TRY IT >> Please copy every line with the string "strokeStyle" from the entries below.

EXTRACTED DATA >>
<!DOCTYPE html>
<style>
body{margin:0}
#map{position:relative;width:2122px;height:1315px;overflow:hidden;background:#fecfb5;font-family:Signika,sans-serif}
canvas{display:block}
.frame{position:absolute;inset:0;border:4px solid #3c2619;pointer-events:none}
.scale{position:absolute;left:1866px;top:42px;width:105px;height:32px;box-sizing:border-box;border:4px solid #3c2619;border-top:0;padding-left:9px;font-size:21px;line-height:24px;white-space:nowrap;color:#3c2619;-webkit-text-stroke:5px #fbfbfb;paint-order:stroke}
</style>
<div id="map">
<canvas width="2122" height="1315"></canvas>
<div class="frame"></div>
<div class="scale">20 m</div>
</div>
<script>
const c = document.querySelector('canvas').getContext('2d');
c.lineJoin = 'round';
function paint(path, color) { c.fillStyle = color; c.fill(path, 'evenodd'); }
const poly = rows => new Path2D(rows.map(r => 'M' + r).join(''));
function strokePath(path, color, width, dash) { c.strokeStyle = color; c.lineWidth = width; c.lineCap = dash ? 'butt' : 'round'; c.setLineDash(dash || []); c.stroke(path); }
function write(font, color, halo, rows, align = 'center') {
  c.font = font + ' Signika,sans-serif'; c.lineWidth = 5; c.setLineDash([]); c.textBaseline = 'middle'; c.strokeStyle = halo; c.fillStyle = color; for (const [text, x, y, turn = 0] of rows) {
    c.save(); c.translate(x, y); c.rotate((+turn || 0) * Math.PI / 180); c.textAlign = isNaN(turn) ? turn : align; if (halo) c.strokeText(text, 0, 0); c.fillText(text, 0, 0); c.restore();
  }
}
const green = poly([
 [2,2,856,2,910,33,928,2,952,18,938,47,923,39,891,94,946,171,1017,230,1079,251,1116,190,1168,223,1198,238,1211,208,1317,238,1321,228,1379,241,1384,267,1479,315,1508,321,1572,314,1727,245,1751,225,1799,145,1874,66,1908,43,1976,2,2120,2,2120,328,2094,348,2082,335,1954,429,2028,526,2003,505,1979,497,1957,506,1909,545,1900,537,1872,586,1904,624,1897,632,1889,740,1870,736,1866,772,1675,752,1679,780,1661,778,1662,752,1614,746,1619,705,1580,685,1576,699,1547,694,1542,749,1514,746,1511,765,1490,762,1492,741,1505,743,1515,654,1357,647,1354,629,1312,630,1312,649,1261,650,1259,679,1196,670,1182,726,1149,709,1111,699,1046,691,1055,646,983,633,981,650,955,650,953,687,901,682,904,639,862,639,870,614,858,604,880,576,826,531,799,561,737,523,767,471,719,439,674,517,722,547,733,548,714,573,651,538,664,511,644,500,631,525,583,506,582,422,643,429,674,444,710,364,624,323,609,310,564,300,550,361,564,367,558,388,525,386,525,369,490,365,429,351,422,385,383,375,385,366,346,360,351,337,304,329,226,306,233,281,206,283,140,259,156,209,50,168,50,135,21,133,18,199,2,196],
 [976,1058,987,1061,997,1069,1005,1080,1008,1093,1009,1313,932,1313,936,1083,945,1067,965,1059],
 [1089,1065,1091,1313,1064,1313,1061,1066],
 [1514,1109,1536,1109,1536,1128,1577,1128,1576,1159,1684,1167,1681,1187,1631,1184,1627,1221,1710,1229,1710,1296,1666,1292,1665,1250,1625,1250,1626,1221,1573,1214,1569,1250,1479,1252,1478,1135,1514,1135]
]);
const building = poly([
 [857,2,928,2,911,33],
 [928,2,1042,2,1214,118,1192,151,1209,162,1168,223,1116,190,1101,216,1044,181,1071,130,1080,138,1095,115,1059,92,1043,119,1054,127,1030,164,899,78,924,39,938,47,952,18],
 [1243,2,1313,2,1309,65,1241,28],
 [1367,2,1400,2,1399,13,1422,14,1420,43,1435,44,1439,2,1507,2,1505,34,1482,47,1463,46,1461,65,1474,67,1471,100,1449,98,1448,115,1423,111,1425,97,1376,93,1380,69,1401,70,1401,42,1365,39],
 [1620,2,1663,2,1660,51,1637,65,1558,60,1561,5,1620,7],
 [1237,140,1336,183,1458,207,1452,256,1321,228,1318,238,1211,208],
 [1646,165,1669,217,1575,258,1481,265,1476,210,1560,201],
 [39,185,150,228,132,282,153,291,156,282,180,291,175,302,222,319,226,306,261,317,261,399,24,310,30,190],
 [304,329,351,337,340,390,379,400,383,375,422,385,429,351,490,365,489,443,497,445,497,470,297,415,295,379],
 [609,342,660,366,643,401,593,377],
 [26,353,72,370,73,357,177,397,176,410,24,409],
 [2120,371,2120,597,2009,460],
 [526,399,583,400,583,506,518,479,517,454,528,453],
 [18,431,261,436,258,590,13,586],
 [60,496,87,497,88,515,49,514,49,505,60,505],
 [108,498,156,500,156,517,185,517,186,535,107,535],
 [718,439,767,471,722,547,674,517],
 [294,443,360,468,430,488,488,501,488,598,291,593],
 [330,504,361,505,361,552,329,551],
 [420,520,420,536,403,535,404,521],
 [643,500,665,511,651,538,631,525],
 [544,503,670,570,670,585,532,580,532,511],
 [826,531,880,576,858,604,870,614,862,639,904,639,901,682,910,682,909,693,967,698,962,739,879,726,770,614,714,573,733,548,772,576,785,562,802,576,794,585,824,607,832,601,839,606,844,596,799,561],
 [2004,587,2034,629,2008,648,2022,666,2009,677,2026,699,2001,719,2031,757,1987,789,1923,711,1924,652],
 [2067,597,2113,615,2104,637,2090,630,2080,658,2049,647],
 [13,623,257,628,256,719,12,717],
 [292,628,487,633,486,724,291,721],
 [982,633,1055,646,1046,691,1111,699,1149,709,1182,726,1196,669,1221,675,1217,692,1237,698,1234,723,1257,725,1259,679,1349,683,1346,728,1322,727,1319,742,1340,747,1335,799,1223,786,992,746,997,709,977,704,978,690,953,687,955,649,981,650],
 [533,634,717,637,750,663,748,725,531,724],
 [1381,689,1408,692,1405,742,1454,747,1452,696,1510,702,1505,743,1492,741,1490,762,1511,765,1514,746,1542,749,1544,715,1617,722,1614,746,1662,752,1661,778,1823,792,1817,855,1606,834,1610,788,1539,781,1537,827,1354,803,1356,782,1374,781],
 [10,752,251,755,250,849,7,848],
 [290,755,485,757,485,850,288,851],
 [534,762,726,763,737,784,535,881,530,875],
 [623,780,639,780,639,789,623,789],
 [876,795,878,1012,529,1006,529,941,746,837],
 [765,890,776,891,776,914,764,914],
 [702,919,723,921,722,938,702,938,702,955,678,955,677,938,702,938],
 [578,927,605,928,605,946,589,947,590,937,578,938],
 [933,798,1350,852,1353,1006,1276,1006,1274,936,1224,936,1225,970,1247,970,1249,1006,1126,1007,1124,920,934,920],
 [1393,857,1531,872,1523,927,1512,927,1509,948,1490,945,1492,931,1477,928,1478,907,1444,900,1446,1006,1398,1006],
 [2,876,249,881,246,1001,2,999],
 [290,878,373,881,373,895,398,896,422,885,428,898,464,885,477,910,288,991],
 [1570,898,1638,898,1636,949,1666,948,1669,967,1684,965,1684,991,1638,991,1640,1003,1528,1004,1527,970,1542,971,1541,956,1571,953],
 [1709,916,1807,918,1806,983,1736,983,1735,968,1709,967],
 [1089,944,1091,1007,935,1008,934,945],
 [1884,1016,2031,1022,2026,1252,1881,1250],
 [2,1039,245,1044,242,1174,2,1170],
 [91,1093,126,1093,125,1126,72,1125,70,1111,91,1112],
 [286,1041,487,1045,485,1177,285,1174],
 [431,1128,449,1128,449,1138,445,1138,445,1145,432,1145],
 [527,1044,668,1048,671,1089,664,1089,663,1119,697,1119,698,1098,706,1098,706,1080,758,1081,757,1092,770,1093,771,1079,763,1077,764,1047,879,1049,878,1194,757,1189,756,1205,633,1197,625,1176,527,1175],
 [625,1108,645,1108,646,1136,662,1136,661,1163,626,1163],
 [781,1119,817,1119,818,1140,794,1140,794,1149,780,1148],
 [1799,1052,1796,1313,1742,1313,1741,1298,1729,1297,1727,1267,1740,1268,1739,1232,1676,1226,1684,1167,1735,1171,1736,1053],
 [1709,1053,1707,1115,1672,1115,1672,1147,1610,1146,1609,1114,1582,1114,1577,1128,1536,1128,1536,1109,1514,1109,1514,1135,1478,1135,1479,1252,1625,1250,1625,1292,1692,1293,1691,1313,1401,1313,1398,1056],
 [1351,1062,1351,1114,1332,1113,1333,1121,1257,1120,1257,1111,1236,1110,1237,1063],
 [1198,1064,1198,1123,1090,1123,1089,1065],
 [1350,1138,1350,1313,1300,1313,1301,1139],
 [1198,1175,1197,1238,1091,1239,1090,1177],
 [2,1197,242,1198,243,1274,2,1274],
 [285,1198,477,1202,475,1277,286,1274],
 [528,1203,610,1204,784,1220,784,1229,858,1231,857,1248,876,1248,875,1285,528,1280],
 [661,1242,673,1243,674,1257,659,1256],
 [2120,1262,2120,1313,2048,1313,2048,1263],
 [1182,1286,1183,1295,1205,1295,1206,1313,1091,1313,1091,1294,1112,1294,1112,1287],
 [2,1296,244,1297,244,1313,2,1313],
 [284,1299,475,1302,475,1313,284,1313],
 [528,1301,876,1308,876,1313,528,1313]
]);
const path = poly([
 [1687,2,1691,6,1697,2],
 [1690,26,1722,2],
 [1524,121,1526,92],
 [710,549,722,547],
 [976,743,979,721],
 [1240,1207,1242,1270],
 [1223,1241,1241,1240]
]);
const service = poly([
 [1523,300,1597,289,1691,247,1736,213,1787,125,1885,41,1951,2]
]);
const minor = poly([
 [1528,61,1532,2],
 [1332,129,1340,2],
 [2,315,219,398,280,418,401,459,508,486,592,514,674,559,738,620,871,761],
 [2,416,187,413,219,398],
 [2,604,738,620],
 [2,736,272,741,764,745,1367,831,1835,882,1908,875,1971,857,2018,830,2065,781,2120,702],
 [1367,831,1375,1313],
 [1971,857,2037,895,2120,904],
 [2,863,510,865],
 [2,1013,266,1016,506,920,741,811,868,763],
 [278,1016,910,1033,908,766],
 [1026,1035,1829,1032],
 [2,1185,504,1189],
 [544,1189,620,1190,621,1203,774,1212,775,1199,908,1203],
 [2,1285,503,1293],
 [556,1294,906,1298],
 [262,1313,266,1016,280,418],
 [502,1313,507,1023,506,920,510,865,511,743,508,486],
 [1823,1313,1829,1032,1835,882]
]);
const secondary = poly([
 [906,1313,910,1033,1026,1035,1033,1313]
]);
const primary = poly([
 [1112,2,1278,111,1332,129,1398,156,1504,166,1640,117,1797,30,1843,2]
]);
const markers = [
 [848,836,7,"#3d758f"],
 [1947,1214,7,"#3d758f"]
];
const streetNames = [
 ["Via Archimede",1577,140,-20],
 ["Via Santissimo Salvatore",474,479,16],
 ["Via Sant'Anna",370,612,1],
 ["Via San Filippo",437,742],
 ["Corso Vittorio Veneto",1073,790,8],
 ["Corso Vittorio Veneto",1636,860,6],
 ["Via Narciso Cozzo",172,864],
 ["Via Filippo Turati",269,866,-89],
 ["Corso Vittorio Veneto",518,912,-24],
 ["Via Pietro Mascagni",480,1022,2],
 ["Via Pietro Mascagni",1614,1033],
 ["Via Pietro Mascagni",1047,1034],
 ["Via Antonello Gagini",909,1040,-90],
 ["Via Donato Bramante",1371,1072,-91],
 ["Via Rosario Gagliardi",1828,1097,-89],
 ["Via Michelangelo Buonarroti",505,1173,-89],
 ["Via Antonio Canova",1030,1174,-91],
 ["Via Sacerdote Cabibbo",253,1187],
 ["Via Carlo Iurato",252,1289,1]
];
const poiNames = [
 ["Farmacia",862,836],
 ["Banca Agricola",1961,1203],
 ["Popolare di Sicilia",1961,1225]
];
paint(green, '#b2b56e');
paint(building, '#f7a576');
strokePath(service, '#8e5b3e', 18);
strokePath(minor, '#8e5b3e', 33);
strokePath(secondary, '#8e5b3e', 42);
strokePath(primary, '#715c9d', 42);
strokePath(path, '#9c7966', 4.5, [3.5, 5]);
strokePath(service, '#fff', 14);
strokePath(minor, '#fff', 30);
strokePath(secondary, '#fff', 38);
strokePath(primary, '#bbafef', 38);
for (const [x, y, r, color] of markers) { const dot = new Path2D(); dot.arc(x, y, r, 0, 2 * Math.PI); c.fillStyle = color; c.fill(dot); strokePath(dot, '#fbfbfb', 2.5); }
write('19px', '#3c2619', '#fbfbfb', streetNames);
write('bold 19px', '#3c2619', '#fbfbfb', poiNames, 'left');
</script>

OUTPUT BELOW >>
function strokePath(path, color, width, dash) { c.strokeStyle = color; c.lineWidth = width; c.lineCap = dash ? 'butt' : 'round'; c.setLineDash(dash || []); c.stroke(path); }
  c.font = font + ' Signika,sans-serif'; c.lineWidth = 5; c.setLineDash([]); c.textBaseline = 'middle'; c.strokeStyle = halo; c.fillStyle = color; for (const [text, x, y, turn = 0] of rows) {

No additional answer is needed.